Monday, March 12, 2018

WHOLE FOOD AND AMAZON ETHICS

Amazon has bought Whole Foods. This is well known by now. I was suspicious when this happened. 

Amazon claimed they would drop prices at Whole Foods to be more competitive. Bah. I checked on price changes, and they were minuscule. We have written Whole Foods off as a snob store for the filthy rich who shop by name, not be price.

But, it gets worse. Amazon is now taking over product management away from its big vendors. Amazon is then charging the vendors a fee to manage the product in their own Whole Food stores. This is simply a sneaky trick to make vendors help pay the wages of store employees. 

Rotating products on the shelf is no trick if you pay employees enough to get really bright people. But, Amazon hires low lifes. The Whole Food employees are friendly, but under Amazon I suspect that to change to morbid. When Wal Mart started treating their "associates" like trash, the smiles and attention to detail went south. Amazon will do the same.

READ MORE ABOUT THIS MESS

Amazon is also eliminating sourcing from local vendors and gardeners. This was the key to the Whole Foods success, in that, the produce area had rare and unusual varieties of veggies because they were locally grown by heirloom gardens.
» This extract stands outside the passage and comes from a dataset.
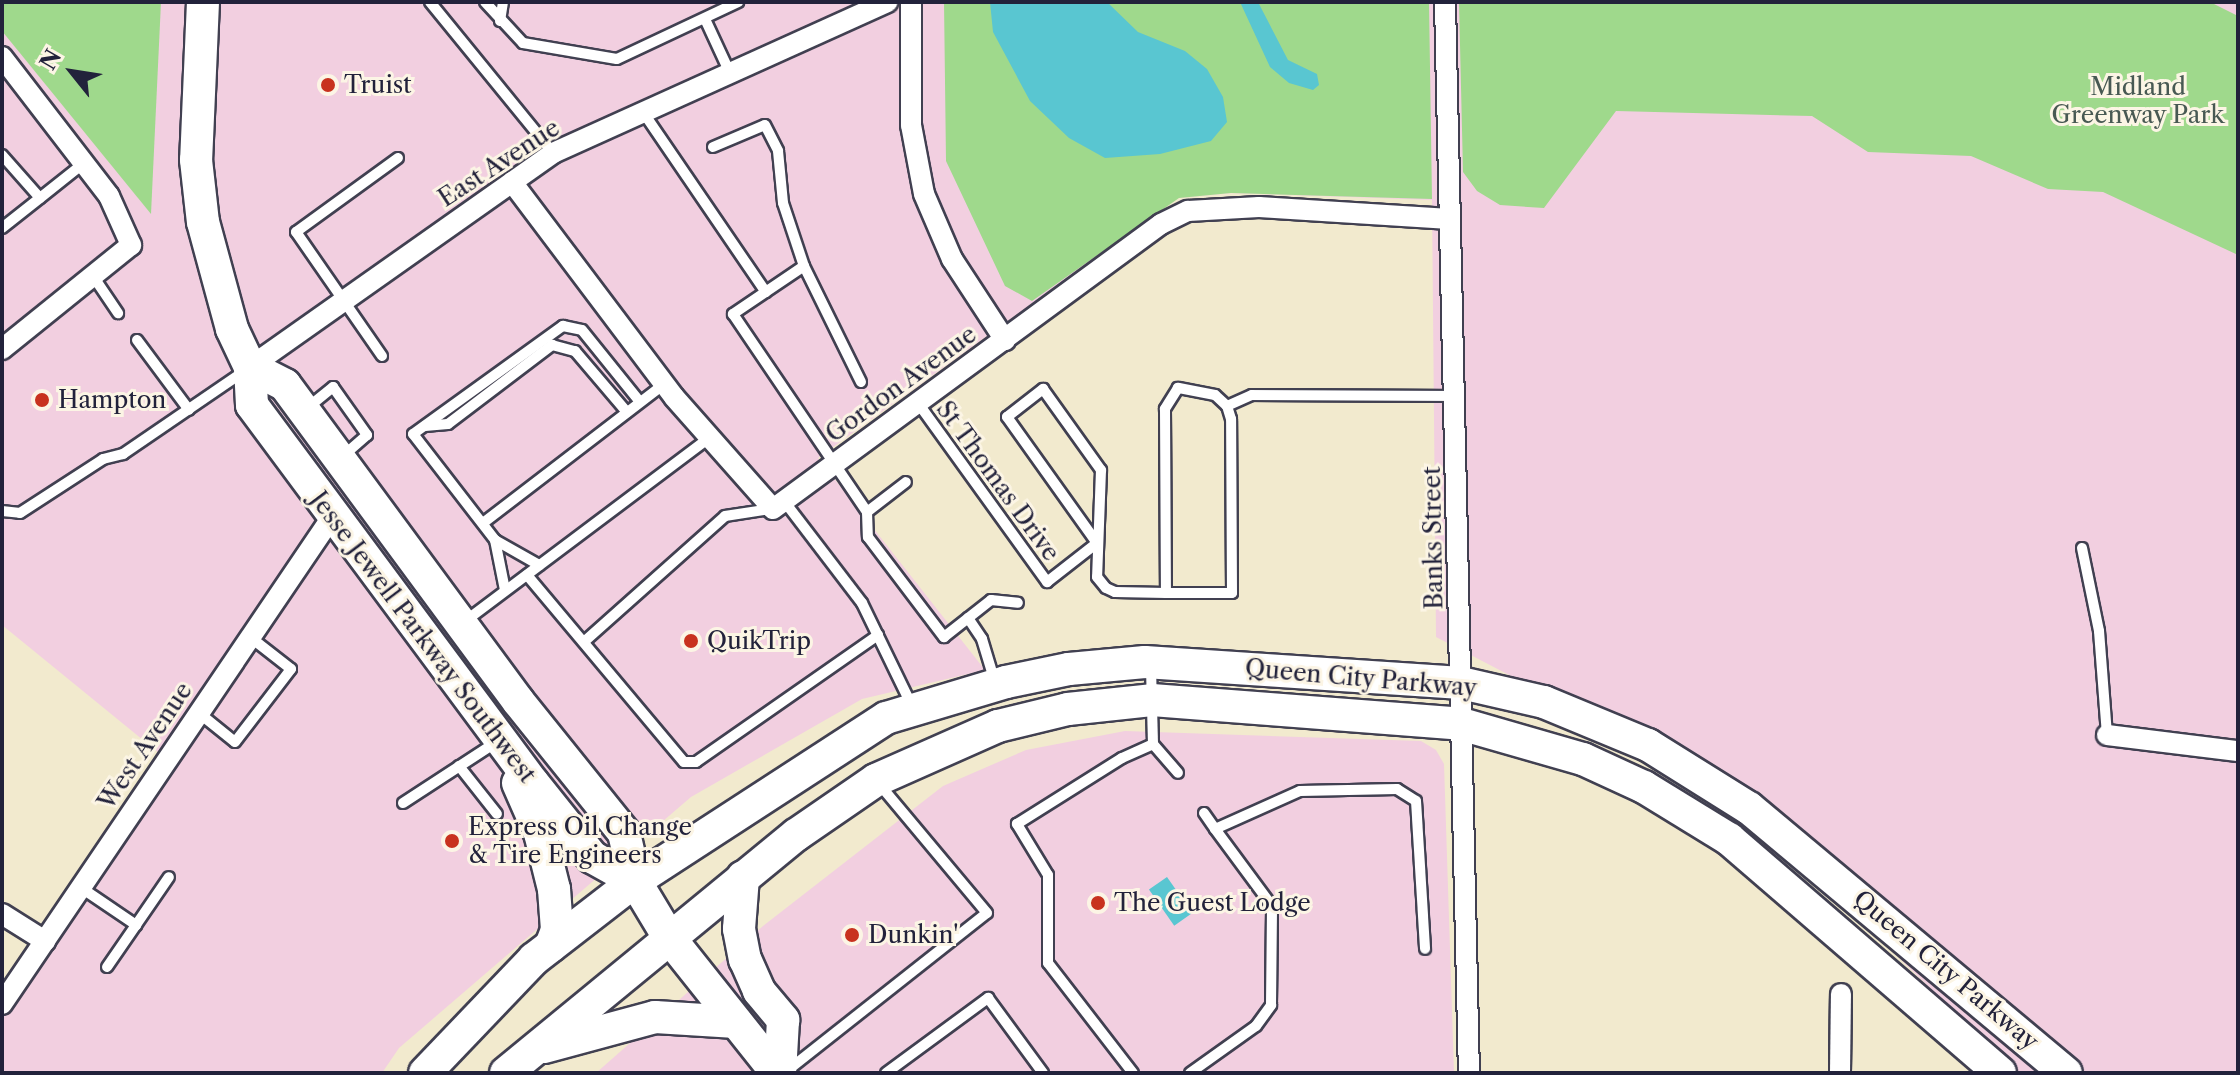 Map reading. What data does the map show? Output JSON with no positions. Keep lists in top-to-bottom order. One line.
{"streets":{"main road":["Jesse Jewell Parkway Southwest","Queen City Parkway"],"street":["East Avenue","Gordon Avenue","Banks Street","West Avenue"],"lane":["St Thomas Drive"]},"crossings":[["East Avenue","Jesse Jewell Parkway Southwest"],["Gordon Avenue","St Thomas Drive"],["Gordon Avenue","Banks Street"],["Banks Street","Queen City Parkway"],["Jesse Jewell Parkway Southwest","Queen City Parkway"],["Jesse Jewell Parkway Southwest","West Avenue"]],"parks":["Midland Greenway Park"],"places":["Truist","Hampton","QuikTrip","Express Oil Change & Tire Engineers","The Guest Lodge","Dunkin'"],"north":"top left"}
So, it is Big Business again destroying a good thing with high browed marketing tricks. The love of money is the root of all evil.

The only thing I go into Whole Foods for now are the home baked cookies and tea cakes, but I fully expect to see these disappear when Amazon finds that they can buy them cheap from Dolly Madison. 

This whole picture is driven by business people who do not give a flip for really good food. The modern food marketing industry is based on processed garbage and fooling the public into thinking there are no other choices. This is why you can pick up 50 brands of bread down the aisle and find soy products and high fructose corn syrup in every one of them. We have one brand here in central Texas which is really made 100% of real food and no plastic. And, it is produced right here in Austin. 

COSTO buys locally from healthy food producers. If that monster marketer can do it, Amazon has no excuse for cutting out local vendors.

The only way to change this is to refuse to stop being picky. Complain to the main office of these companies by email online. Do not talk to store managers. Parent companies do not listen to store managers who pass on customer complaints. Withhold your business and visit farm markets in your area. For meat, buy from ranchers and farmers who slaughter their own meat. Free range egg signs are all over America on your way home from work. Stop, and buy real food. Buy bread and pastries from hole in the wall shops who promise to use organic. 

Or, may I dare suggest a revolutionary concept? .......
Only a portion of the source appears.